TASK PROMPT: Starting at the first line of the data, print every line up to and including the one with "flex:none; width:28px; height:28px;", but no pictures.

Dataset records:
________
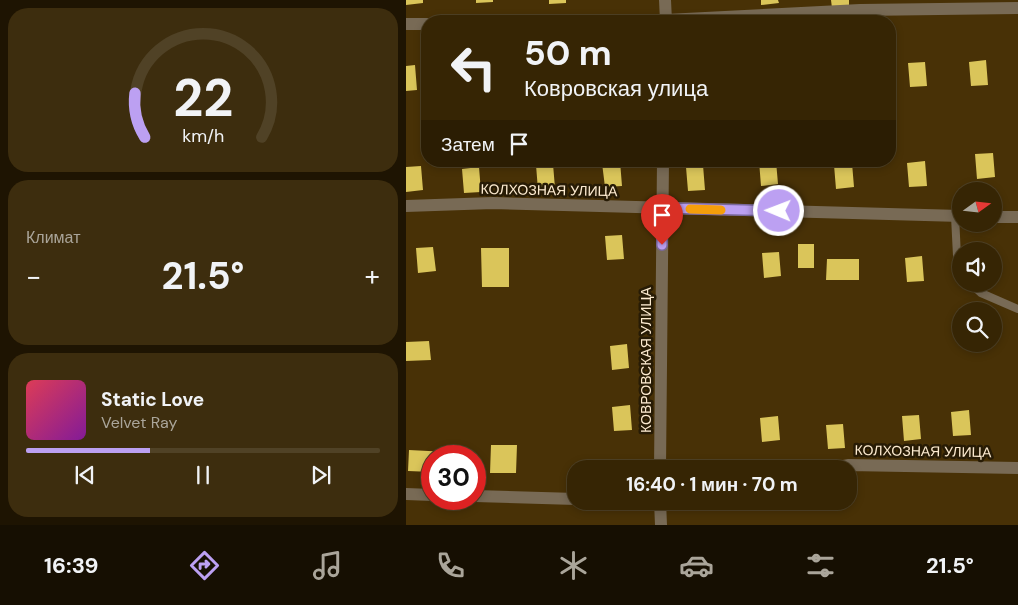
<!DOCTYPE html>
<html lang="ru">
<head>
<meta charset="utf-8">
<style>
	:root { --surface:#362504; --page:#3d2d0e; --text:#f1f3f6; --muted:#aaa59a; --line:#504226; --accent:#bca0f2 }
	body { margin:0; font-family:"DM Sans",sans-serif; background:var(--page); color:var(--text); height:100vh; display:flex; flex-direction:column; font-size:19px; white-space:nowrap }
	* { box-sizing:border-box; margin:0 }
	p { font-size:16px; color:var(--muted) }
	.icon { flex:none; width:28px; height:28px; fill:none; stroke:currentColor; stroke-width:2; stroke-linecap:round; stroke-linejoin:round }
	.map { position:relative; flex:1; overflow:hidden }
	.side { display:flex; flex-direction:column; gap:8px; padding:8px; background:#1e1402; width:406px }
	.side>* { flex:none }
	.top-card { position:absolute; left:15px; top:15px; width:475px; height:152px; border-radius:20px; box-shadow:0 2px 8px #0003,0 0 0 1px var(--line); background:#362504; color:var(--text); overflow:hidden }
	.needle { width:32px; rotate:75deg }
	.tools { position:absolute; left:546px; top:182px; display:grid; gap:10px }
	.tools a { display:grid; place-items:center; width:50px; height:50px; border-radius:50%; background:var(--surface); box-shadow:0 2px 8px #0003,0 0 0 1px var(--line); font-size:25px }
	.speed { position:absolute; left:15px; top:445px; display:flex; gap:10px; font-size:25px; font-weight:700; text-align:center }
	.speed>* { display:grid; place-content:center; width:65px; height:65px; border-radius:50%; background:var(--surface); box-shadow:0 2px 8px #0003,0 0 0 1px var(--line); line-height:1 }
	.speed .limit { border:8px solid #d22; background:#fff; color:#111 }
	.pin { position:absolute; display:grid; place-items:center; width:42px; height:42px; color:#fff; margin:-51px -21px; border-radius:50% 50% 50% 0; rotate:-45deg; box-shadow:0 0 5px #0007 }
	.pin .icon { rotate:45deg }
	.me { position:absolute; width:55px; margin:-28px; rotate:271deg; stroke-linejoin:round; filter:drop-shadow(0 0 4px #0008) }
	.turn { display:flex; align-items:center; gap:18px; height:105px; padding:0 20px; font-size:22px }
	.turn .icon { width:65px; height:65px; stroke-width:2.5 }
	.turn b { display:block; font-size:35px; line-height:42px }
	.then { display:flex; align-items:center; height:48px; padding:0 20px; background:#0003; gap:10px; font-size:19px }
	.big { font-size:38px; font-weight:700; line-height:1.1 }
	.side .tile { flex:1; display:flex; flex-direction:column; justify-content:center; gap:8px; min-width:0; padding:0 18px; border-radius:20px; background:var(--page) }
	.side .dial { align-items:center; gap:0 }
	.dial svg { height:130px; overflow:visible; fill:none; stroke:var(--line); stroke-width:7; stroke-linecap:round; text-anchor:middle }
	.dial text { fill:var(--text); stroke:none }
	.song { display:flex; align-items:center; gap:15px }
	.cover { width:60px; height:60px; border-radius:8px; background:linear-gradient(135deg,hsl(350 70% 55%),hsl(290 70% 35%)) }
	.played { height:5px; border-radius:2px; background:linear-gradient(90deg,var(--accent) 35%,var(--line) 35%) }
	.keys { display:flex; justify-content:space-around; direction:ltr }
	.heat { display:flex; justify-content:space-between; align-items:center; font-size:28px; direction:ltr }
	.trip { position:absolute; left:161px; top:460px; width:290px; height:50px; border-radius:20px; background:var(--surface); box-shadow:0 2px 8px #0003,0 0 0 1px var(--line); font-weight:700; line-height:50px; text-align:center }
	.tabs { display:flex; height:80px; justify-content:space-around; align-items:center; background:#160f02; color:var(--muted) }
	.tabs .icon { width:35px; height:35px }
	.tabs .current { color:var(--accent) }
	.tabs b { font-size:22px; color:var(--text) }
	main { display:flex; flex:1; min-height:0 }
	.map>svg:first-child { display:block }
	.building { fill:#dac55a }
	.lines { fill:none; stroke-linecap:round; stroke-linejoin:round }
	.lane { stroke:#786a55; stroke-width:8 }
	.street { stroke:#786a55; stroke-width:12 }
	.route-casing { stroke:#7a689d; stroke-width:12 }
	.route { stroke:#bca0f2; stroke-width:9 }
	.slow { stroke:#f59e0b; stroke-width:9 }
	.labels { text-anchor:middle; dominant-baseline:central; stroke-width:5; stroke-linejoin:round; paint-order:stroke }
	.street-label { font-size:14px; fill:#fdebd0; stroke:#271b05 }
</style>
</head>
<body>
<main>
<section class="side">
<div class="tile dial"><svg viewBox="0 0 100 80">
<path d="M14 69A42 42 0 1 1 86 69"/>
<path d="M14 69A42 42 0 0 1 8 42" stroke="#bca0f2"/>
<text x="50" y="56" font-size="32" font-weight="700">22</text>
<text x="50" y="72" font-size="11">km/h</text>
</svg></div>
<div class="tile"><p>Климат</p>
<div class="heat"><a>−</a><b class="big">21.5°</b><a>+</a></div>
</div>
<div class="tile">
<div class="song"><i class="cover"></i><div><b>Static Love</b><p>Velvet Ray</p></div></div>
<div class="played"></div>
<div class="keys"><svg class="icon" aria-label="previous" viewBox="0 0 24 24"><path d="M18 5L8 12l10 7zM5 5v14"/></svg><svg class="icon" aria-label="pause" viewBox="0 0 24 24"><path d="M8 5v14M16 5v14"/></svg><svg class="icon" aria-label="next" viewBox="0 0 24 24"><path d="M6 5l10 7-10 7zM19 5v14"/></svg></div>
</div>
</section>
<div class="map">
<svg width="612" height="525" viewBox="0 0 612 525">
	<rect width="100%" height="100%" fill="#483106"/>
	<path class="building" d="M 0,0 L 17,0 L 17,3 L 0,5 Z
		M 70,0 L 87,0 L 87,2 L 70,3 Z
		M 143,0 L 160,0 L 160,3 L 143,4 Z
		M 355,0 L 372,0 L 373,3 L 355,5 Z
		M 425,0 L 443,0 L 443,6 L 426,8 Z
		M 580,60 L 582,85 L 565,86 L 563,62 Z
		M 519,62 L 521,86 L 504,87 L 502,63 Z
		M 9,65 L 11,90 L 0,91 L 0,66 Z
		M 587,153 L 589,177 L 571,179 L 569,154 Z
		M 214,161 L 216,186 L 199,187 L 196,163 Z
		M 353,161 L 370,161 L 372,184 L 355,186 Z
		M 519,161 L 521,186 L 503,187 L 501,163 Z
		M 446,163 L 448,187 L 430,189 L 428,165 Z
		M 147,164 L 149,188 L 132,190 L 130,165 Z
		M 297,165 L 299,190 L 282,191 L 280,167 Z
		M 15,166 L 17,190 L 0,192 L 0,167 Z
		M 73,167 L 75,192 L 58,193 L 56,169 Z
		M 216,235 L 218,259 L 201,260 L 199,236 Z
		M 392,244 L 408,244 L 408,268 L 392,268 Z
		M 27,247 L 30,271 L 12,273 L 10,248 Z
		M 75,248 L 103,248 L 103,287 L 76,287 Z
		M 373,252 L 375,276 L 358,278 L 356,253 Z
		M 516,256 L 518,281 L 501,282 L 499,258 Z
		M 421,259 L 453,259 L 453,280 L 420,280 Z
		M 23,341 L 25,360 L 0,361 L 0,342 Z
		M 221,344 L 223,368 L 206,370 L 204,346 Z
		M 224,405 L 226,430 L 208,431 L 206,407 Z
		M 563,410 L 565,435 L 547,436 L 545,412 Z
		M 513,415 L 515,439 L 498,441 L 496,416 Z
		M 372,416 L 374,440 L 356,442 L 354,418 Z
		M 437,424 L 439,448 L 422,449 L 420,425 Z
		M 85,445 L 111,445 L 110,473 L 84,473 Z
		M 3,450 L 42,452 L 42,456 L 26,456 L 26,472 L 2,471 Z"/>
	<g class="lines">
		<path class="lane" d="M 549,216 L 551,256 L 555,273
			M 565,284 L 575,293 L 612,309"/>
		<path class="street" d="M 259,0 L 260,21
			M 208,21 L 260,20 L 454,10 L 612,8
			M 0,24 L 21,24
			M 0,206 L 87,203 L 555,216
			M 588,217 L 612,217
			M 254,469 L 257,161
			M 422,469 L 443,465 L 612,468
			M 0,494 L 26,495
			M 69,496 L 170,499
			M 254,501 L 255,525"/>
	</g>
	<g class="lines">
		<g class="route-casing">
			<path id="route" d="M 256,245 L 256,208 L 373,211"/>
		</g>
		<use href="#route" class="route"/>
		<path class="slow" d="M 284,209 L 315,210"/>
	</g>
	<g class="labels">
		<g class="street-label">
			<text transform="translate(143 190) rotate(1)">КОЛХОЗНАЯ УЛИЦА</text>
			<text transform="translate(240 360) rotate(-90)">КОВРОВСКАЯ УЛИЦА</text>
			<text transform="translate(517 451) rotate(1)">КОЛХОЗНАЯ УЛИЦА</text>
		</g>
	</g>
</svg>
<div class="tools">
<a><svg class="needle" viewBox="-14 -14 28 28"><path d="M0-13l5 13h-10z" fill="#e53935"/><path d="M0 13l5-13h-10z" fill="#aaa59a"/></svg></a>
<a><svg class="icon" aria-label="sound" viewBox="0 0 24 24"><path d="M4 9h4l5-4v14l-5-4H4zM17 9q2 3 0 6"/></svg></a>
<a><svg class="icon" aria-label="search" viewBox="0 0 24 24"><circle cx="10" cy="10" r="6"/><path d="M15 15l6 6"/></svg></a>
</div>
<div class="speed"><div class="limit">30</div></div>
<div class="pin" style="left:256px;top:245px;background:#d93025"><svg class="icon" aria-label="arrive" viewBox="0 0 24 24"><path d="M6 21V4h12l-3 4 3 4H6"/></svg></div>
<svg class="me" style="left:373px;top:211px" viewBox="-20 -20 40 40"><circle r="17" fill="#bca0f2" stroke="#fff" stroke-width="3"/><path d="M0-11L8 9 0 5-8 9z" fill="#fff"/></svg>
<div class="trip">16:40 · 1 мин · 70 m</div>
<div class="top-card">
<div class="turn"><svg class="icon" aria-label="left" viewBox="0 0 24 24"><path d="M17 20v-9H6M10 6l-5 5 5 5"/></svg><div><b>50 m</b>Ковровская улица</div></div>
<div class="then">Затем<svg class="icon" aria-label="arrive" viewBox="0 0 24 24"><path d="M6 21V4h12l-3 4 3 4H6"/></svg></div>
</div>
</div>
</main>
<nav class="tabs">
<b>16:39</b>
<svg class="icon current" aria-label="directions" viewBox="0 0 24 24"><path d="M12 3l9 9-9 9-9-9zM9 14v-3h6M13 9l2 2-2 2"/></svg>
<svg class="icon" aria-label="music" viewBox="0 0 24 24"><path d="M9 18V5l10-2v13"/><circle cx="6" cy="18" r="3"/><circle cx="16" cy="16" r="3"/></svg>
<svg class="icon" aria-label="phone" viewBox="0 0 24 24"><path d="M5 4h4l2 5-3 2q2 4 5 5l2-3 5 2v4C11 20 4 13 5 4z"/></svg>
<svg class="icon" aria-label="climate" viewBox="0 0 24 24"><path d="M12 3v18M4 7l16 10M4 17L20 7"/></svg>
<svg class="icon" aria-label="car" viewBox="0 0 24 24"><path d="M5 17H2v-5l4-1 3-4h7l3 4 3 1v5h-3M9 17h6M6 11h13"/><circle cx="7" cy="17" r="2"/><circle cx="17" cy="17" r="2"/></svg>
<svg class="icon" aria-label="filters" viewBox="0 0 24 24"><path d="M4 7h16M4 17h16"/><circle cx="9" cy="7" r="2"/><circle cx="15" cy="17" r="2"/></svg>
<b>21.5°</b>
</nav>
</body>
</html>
________
RESPONSE AREA:
<!DOCTYPE html>
<html lang="ru">
<head>
<meta charset="utf-8">
<style>
	:root { --surface:#362504; --page:#3d2d0e; --text:#f1f3f6; --muted:#aaa59a; --line:#504226; --accent:#bca0f2 }
	body { margin:0; font-family:"DM Sans",sans-serif; background:var(--page); color:var(--text); height:100vh; display:flex; flex-direction:column; font-size:19px; white-space:nowrap }
	* { box-sizing:border-box; margin:0 }
	p { font-size:16px; color:var(--muted) }
	.icon { flex:none; width:28px; height:28px; fill:none; stroke:currentColor; stroke-width:2; stroke-linecap:round; stroke-linejoin:round }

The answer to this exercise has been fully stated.